Behavioral signifiers of anesthesia induction and reversal. (A) Cuttlefish undergoing ethanol induction most frequently showed an all-pale (E) body color as their last spontaneous behavior before loss of neural signal. All-yellow (F) was also common for ethanol, and chromtophore pulsing, flickering, or waving occurred in some animals in the MgCl₂ group. Upon reversal of anesthesia (B), cuttlefish in the ethanol groups showed all-yellow most frequently as the behavior occurring closest to re-emergence of neural responses to pinch. Other behaviors included increased respiration rate (see Figure 2 for example), and other color changes (G). In the MgCl₂ group, behavioral indicators were more varied, with all-yellow, other color change, movement, and increased respiration noted as the behavior occurring closest to return of neural signal. For octopus inductions (C), all-pale was the most common behavioral sing of anesthesia in both ethanol and magnesium chloride groups. Respiration rate change in the ethanol group and loss of righting response (H) in the magnesium chloride group were also frequent indicators.
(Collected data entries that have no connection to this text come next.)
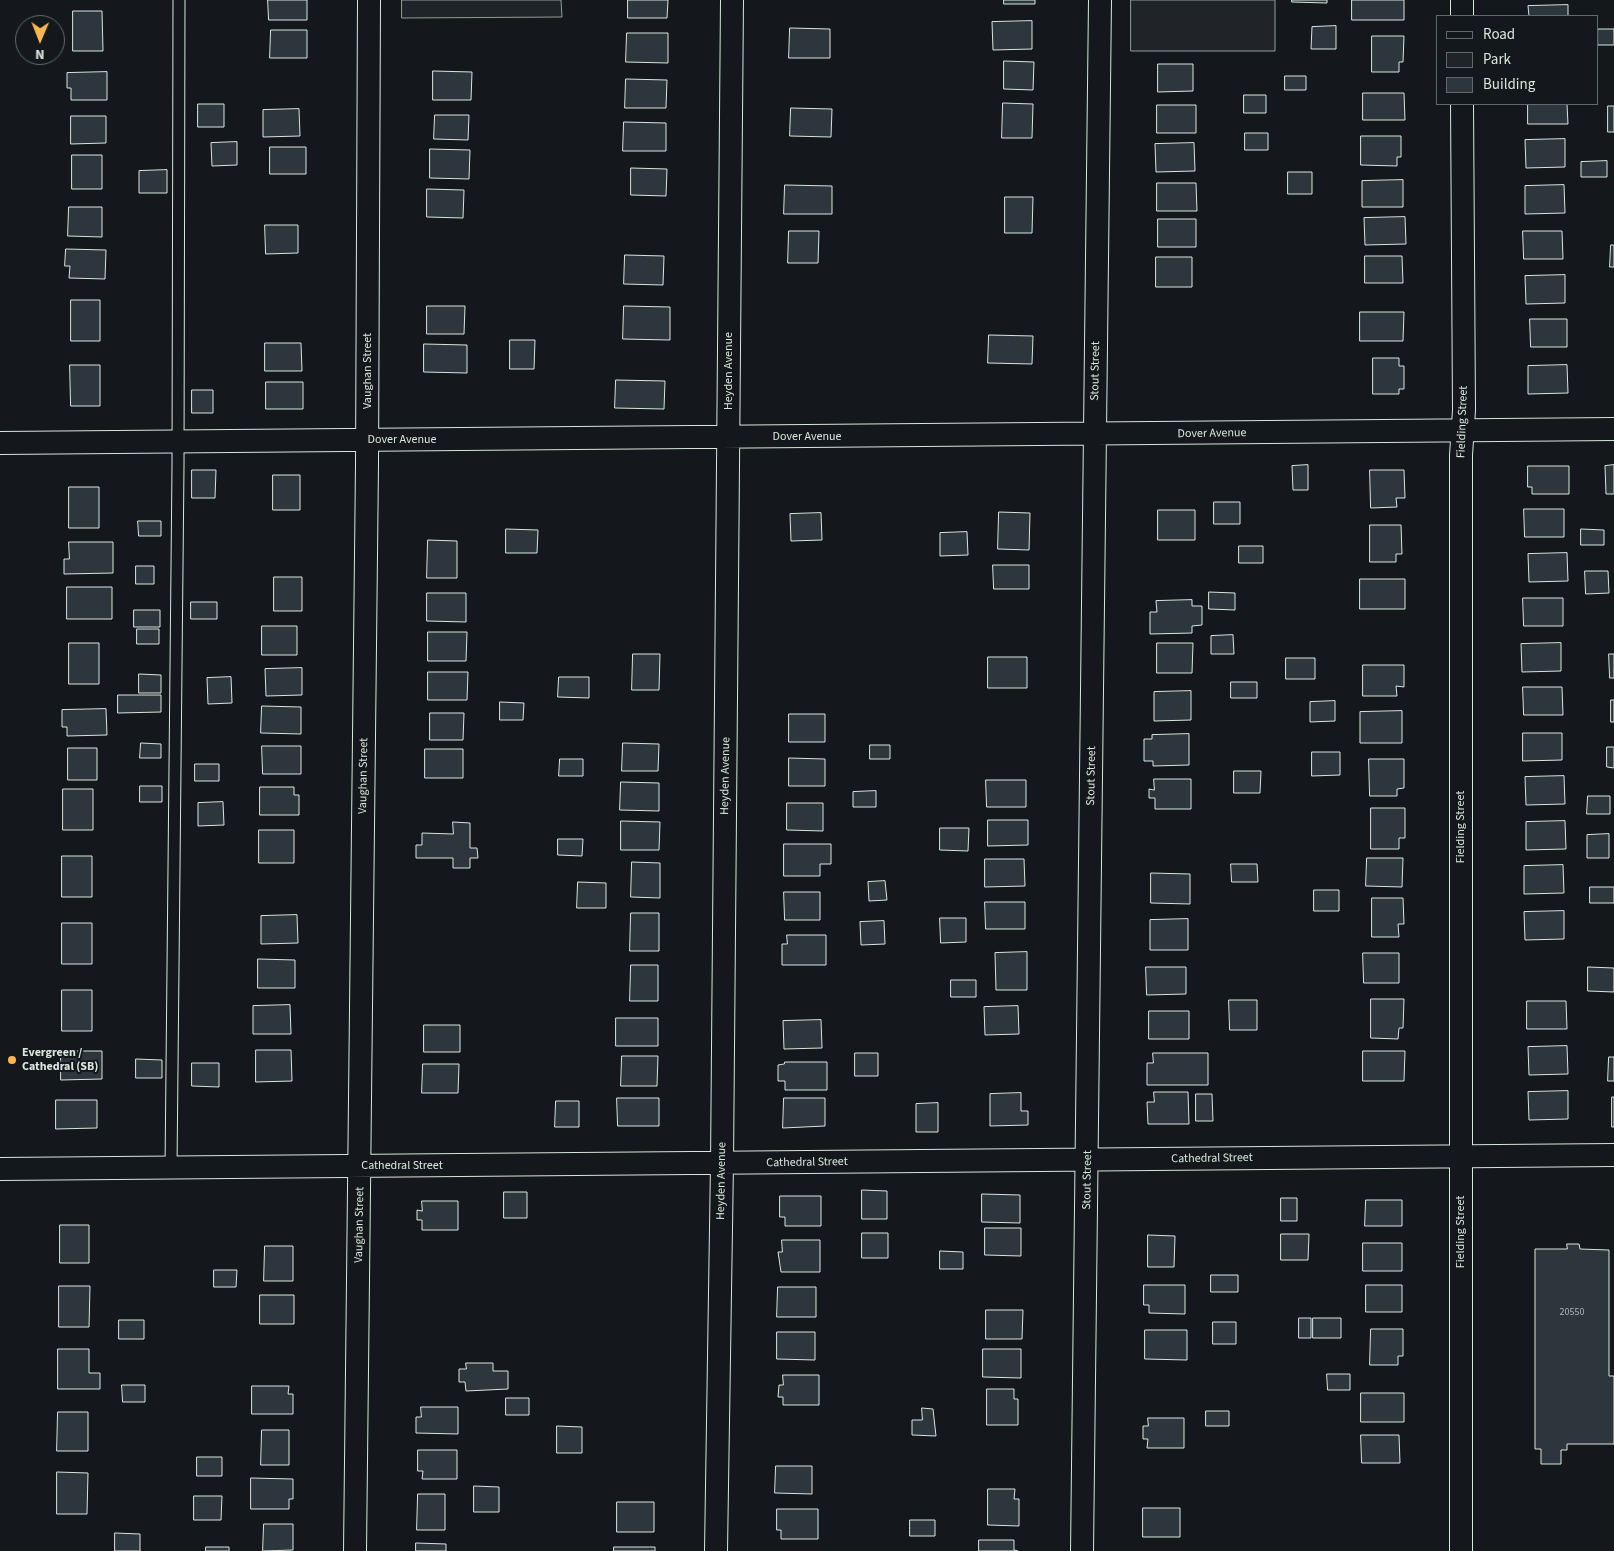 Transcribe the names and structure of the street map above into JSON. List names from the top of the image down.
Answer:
{
  "streets": {
    "street": [
      "Vaughan Street",
      "Heyden Avenue",
      "Stout Street",
      "Fielding Street",
      "Dover Avenue",
      "Cathedral Street"
    ]
  },
  "crossings": [
    ["Vaughan Street", "Dover Avenue"],
    ["Vaughan Street", "Cathedral Street"],
    ["Heyden Avenue", "Dover Avenue"],
    ["Heyden Avenue", "Cathedral Street"],
    ["Stout Street", "Dover Avenue"],
    ["Stout Street", "Cathedral Street"],
    ["Fielding Street", "Dover Avenue"],
    ["Fielding Street", "Cathedral Street"]
  ],
  "places": ["Evergreen / Cathedral (SB)"],
  "house_numbers": ["20550"],
  "legend": ["Road", "Park", "Building"],
  "north": "bottom"
}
Reversal for octopuses (D) was reliably signaled in both groups by a sudden coiling or curling of the arms (I). In the ethanol group, respiration rate changes and color change were also noted.

Figure 10

Representative images of the distal mantle of a cuttlefish injected with (A). 0.1 mL of 0.5% lidocaine in ASW, and (B). 0.1 mL of isotonic (330 mM) magnesium chloride. Images taken 20 min after injection. Scale bars 10 mm.

Figure 11

Euthanasia. Immersion in isotonic (330 mM) magnesium chloride resulted in rapid loss of afferent and efferent signal and respiratory arrest. No neural signal was recorded upon skin and cranial incision 5 min after respiratory arrest. This interval is shown as the “decerebration window” where the animal is deeply anesthetized and insensible during destruction of the CNS.